‘You mean Now with a capital N?’
‘That’s what I mean: the big Now that includes everything all the way back to before there was anything.’
‘Before there was form, before there was emptiness?’
‘What do you know about form and emptiness?’
‘I had a Buddhist wisdom period when I was about your age, Lola.’ He coughs, falls silent for a moment. Then his voice changes. ‘Right now what I know is the emptiness of life without you.’

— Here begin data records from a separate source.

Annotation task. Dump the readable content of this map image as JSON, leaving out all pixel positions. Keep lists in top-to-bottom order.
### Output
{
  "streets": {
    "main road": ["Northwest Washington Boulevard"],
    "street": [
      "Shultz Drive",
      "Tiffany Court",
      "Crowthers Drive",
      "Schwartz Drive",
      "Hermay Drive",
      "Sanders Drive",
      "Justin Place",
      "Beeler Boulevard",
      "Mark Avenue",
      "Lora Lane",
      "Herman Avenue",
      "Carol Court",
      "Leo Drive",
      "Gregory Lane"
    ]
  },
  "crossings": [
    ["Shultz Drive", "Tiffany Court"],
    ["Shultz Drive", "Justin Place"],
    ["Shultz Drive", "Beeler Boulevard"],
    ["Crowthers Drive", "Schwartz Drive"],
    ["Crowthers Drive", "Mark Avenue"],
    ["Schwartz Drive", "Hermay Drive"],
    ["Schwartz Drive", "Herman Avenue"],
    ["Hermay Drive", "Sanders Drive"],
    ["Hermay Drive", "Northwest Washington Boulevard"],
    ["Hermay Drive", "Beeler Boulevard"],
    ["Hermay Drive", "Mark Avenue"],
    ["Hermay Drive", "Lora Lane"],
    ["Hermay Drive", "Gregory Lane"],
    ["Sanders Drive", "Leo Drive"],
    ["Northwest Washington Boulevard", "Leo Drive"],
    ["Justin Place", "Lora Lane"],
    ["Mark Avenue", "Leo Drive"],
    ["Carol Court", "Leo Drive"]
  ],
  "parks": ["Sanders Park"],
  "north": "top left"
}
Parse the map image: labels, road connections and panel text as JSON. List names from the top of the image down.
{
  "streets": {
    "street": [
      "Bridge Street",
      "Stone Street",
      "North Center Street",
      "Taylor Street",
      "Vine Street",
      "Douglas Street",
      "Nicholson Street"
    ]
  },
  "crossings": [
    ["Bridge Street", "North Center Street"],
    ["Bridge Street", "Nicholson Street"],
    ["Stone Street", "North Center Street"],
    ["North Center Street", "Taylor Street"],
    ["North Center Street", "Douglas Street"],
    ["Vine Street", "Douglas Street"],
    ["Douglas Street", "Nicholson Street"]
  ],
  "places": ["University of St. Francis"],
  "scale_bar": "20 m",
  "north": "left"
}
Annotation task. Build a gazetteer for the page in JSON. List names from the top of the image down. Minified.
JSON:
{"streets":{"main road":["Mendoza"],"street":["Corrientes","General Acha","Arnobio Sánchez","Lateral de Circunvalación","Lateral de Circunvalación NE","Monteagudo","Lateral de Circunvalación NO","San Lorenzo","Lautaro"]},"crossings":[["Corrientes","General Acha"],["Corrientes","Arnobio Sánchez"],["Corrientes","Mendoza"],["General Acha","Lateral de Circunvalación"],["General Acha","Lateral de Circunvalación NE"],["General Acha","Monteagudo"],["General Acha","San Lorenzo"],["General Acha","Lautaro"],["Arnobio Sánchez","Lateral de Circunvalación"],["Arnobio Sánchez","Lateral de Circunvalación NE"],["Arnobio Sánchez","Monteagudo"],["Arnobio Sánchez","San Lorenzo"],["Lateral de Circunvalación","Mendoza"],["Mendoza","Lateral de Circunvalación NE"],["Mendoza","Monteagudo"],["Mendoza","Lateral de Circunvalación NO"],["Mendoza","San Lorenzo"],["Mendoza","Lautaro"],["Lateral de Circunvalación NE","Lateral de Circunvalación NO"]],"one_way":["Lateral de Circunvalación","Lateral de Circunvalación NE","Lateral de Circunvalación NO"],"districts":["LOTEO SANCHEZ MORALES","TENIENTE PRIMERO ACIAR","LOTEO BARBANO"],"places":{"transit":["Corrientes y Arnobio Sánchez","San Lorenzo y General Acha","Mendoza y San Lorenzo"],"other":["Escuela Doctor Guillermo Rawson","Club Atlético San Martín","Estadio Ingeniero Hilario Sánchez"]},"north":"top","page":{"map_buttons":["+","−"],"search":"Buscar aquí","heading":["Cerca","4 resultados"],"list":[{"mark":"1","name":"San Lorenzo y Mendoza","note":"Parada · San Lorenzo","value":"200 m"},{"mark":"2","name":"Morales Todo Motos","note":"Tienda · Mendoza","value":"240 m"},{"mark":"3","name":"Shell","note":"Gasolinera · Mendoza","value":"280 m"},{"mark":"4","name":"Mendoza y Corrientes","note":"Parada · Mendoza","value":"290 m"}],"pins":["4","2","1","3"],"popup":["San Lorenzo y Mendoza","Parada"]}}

‘Don’t, Basil. Now is where you mostly don’t get what you want. I can say it better with the sarod. Listen.’ Lola has begun, sooner than Indira expected, to compose a raga of her own. It has the same title as Indira’s: ‘Smriti’.’Memory’. She begins the first melodic sequence, letting herself be the vessel for what has come to her. Noah is with her on the nakkara. Lola has composed only the opening of the raga but as she plays, she hears more and goes with it. Happiness, sadness, longing and regret. She loses track of time, barely noticing the cold air when the door opens and closes. When she’s gone as far as she can with the music she looks up. She and Noah are alone.
64
A Far, Far Better Fantasy
March 2000. Another vernal equinox. Noticed but uncelebrated by Max. He’s working but so far nothing significant has happened. While trying for Page One with Fujitsu/Siemens he takes little mental side trips. He’s always had a rich fantasy life but now his waking dreams take on a nobler flavour than before. ‘Let’s do the train one again,’ he says to his mind.
‘OK, boss,’ says his mind, and sets the scene: some bleak out-of-the-way place under a dark sky. A few ravens croaking around and looking black. A little thunder, maybe some lightning, some Hammer Horror effects. A level crossing with no barrier. Here come Lola and Noah in the E-type. Noah’s ten or eleven. Lola looks as she did three years ago. O my God, the car has stalled on the tracks. She can’t get it started. Max can feel the vibration in the rails. Now he hears the train. Now he sees it, coming fast, its single white eye boring through the greyness. Doesn’t the engine driver see the car? Is he asleep? Doesn’t Lola hear the train? She’s still trying the starter. Max runs to the car, tries to push it out of the way. The E-type doesn’t move. Max puts his back to it, gets a good grip on the rear bumper, heaves back with all his strength. Yes! The car is off the tracks, Lola and Noah are safe but Max falls to the ground and is crushed by the train. His dying words: ‘They’re safe!’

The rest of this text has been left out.